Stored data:
= Beginning of Section =
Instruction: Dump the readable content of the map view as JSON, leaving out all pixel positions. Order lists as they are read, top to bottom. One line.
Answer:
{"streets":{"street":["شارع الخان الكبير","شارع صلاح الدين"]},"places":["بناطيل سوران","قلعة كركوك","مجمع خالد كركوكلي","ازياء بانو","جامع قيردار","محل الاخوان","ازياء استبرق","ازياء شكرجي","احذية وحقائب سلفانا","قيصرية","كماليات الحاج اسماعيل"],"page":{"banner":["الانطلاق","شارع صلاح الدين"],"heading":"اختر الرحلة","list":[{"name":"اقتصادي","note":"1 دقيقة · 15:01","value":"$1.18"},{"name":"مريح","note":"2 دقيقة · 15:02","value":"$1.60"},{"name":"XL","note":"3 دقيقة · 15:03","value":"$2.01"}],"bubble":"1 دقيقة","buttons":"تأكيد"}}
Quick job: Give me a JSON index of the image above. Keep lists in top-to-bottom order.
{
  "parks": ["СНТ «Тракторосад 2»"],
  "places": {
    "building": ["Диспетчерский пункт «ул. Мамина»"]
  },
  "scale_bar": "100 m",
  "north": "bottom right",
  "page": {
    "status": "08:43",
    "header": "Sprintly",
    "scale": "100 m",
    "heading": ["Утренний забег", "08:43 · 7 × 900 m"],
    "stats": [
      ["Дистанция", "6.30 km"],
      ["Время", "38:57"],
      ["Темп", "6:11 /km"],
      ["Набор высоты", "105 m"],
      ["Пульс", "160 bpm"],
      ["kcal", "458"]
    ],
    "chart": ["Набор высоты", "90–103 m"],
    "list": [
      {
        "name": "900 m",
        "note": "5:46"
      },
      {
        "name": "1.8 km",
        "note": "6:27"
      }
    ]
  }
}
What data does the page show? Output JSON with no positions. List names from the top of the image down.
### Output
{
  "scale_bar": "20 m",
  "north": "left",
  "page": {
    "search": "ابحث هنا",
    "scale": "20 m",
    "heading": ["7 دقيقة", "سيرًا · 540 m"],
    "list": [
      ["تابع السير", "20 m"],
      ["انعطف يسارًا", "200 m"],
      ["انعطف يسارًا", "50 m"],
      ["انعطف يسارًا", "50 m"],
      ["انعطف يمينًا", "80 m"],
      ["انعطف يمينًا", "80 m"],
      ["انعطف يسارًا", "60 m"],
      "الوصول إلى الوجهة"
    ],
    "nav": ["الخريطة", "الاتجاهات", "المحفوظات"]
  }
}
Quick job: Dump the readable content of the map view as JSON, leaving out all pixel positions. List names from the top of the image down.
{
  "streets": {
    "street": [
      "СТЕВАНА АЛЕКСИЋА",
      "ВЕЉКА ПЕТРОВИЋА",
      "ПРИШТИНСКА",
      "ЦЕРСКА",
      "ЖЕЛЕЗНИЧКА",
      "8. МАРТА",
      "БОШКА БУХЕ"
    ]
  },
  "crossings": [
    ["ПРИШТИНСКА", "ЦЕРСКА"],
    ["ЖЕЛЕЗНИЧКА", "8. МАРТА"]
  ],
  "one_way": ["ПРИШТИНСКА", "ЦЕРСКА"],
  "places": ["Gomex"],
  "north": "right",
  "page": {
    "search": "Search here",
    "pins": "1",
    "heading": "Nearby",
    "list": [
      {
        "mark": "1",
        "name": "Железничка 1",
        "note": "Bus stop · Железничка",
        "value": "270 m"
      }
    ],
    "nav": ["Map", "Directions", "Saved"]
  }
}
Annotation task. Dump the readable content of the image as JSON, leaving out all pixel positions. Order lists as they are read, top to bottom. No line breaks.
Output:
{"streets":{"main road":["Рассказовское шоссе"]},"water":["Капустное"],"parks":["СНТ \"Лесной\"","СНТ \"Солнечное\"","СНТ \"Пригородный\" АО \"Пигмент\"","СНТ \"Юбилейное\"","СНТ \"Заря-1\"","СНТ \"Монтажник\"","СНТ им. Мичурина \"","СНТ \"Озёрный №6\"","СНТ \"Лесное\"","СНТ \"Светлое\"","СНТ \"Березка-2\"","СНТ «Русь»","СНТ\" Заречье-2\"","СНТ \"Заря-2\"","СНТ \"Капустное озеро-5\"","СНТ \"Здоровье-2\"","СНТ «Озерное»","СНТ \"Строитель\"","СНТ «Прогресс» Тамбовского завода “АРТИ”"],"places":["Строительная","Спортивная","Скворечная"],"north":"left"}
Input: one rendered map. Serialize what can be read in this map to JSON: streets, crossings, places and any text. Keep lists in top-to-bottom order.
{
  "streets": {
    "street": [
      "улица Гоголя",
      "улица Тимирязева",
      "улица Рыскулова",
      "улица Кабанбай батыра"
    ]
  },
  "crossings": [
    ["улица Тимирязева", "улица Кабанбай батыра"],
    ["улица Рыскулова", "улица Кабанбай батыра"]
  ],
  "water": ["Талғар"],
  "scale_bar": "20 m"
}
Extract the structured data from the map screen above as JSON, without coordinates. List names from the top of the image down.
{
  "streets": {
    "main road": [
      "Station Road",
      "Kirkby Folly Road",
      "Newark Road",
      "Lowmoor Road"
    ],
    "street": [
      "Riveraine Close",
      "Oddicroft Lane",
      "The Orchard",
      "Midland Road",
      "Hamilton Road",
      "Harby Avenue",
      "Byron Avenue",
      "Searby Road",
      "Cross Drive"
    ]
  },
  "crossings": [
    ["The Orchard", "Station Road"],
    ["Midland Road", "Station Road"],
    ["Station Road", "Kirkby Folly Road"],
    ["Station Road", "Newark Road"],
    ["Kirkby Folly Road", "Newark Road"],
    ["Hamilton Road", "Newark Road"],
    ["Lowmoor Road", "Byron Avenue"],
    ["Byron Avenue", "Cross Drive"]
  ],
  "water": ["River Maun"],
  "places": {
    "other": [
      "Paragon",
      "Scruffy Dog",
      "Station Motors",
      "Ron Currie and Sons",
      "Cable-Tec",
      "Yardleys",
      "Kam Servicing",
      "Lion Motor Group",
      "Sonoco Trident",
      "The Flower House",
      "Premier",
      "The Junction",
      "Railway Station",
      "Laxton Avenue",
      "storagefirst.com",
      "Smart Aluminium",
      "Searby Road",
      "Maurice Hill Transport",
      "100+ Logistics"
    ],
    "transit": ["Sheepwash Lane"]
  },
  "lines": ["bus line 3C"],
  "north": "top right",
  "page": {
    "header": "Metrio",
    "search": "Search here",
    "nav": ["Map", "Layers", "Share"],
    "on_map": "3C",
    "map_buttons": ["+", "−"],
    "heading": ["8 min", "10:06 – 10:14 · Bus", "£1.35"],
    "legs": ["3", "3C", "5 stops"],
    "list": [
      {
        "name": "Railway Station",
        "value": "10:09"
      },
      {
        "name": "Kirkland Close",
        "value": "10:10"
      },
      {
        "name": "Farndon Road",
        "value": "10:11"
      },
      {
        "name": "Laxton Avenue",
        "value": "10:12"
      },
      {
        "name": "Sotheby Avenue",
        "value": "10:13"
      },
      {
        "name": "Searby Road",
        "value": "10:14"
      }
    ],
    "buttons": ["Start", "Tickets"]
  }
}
= End of Section =
- [WHAT NEEDS TO BE DONE]:
Retype the entries one by one, exactly.

- [RESPONSE AREA]:
Instruction: Dump the readable content of the map view as JSON, leaving out all pixel positions. Order lists as they are read, top to bottom. One line.
Answer:
{"streets":{"street":["شارع الخان الكبير","شارع صلاح الدين"]},"places":["بناطيل سوران","قلعة كركوك","مجمع خالد كركوكلي","ازياء بانو","جامع قيردار","محل الاخوان","ازياء استبرق","ازياء شكرجي","احذية وحقائب سلفانا","قيصرية","كماليات الحاج اسماعيل"],"page":{"banner":["الانطلاق","شارع صلاح الدين"],"heading":"اختر الرحلة","list":[{"name":"اقتصادي","note":"1 دقيقة · 15:01","value":"$1.18"},{"name":"مريح","note":"2 دقيقة · 15:02","value":"$1.60"},{"name":"XL","note":"3 دقيقة · 15:03","value":"$2.01"}],"bubble":"1 دقيقة","buttons":"تأكيد"}}
Quick job: Give me a JSON index of the image above. Keep lists in top-to-bottom order.
{
  "parks": ["СНТ «Тракторосад 2»"],
  "places": {
    "building": ["Диспетчерский пункт «ул. Мамина»"]
  },
  "scale_bar": "100 m",
  "north": "bottom right",
  "page": {
    "status": "08:43",
    "header": "Sprintly",
    "scale": "100 m",
    "heading": ["Утренний забег", "08:43 · 7 × 900 m"],
    "stats": [
      ["Дистанция", "6.30 km"],
      ["Время", "38:57"],
      ["Темп", "6:11 /km"],
      ["Набор высоты", "105 m"],
      ["Пульс", "160 bpm"],
      ["kcal", "458"]
    ],
    "chart": ["Набор высоты", "90–103 m"],
    "list": [
      {
        "name": "900 m",
        "note": "5:46"
      },
      {
        "name": "1.8 km",
        "note": "6:27"
      }
    ]
  }
}
What data does the page show? Output JSON with no positions. List names from the top of the image down.
### Output
{
  "scale_bar": "20 m",
  "north": "left",
  "page": {
    "search": "ابحث هنا",
    "scale": "20 m",
    "heading": ["7 دقيقة", "سيرًا · 540 m"],
    "list": [
      ["تابع السير", "20 m"],
      ["انعطف يسارًا", "200 m"],
      ["انعطف يسارًا", "50 m"],
      ["انعطف يسارًا", "50 m"],
      ["انعطف يمينًا", "80 m"],
      ["انعطف يمينًا", "80 m"],
      ["انعطف يسارًا", "60 m"],
      "الوصول إلى الوجهة"
    ],
    "nav": ["الخريطة", "الاتجاهات", "المحفوظات"]
  }
}
Quick job: Dump the readable content of the map view as JSON, leaving out all pixel positions. List names from the top of the image down.
{
  "streets": {
    "street": [
      "СТЕВАНА АЛЕКСИЋА",
      "ВЕЉКА ПЕТРОВИЋА",
      "ПРИШТИНСКА",
      "ЦЕРСКА",
      "ЖЕЛЕЗНИЧКА",
      "8. МАРТА",
      "БОШКА БУХЕ"
    ]
  },
  "crossings": [
    ["ПРИШТИНСКА", "ЦЕРСКА"],
    ["ЖЕЛЕЗНИЧКА", "8. МАРТА"]
  ],
  "one_way": ["ПРИШТИНСКА", "ЦЕРСКА"],
  "places": ["Gomex"],
  "north": "right",
  "page": {
    "search": "Search here",
    "pins": "1",
    "heading": "Nearby",
    "list": [
      {
        "mark": "1",
        "name": "Железничка 1",
        "note": "Bus stop · Железничка",
        "value": "270 m"
      }
    ],
    "nav": ["Map", "Directions", "Saved"]
  }
}
Annotation task. Dump the readable content of the image as JSON, leaving out all pixel positions. Order lists as they are read, top to bottom. No line breaks.
Output:
{"streets":{"main road":["Рассказовское шоссе"]},"water":["Капустное"],"parks":["СНТ \"Лесной\"","СНТ \"Солнечное\"","СНТ \"Пригородный\" АО \"Пигмент\"","СНТ \"Юбилейное\"","СНТ \"Заря-1\"","СНТ \"Монтажник\"","СНТ им. Мичурина \"","СНТ \"Озёрный №6\"","СНТ \"Лесное\"","СНТ \"Светлое\"","СНТ \"Березка-2\"","СНТ «Русь»","СНТ\" Заречье-2\"","СНТ \"Заря-2\"","СНТ \"Капустное озеро-5\"","СНТ \"Здоровье-2\"","СНТ «Озерное»","СНТ \"Строитель\"","СНТ «Прогресс» Тамбовского завода “АРТИ”"],"places":["Строительная","Спортивная","Скворечная"],"north":"left"}
Input: one rendered map. Serialize what can be read in this map to JSON: streets, crossings, places and any text. Keep lists in top-to-bottom order.
{
  "streets": {
    "street": [
      "улица Гоголя",
      "улица Тимирязева",
      "улица Рыскулова",
      "улица Кабанбай батыра"
    ]
  },
  "crossings": [
    ["улица Тимирязева", "улица Кабанбай батыра"],
    ["улица Рыскулова", "улица Кабанбай батыра"]
  ],
  "water": ["Талғар"],
  "scale_bar": "20 m"
}
Extract the structured data from the map screen above as JSON, without coordinates. List names from the top of the image down.
{
  "streets": {
    "main road": [
      "Station Road",
      "Kirkby Folly Road",
      "Newark Road",
      "Lowmoor Road"
    ],
    "street": [
      "Riveraine Close",
      "Oddicroft Lane",
      "The Orchard",
      "Midland Road",
      "Hamilton Road",
      "Harby Avenue",
      "Byron Avenue",
      "Searby Road",
      "Cross Drive"
    ]
  },
  "crossings": [
    ["The Orchard", "Station Road"],
    ["Midland Road", "Station Road"],
    ["Station Road", "Kirkby Folly Road"],
    ["Station Road", "Newark Road"],
    ["Kirkby Folly Road", "Newark Road"],
    ["Hamilton Road", "Newark Road"],
    ["Lowmoor Road", "Byron Avenue"],
    ["Byron Avenue", "Cross Drive"]
  ],
  "water": ["River Maun"],
  "places": {
    "other": [
      "Paragon",
      "Scruffy Dog",
      "Station Motors",
      "Ron Currie and Sons",
      "Cable-Tec",
      "Yardleys",
      "Kam Servicing",
      "Lion Motor Group",
      "Sonoco Trident",
      "The Flower House",
      "Premier",
      "The Junction",
      "Railway Station",
      "Laxton Avenue",
      "storagefirst.com",
      "Smart Aluminium",
      "Searby Road",
      "Maurice Hill Transport",
      "100+ Logistics"
    ],
    "transit": ["Sheepwash Lane"]
  },
  "lines": ["bus line 3C"],
  "north": "top right",
  "page": {
    "header": "Metrio",
    "search": "Search here",
    "nav": ["Map", "Layers", "Share"],
    "on_map": "3C",
    "map_buttons": ["+", "−"],
    "heading": ["8 min", "10:06 – 10:14 · Bus", "£1.35"],
    "legs": ["3", "3C", "5 stops"],
    "list": [
      {
        "name": "Railway Station",
        "value": "10:09"
      },
      {
        "name": "Kirkland Close",
        "value": "10:10"
      },
      {
        "name": "Farndon Road",
        "value": "10:11"
      },
      {
        "name": "Laxton Avenue",
        "value": "10:12"
      },
      {
        "name": "Sotheby Avenue",
        "value": "10:13"
      },
      {
        "name": "Searby Road",
        "value": "10:14"
      }
    ],
    "buttons": ["Start", "Tickets"]
  }
}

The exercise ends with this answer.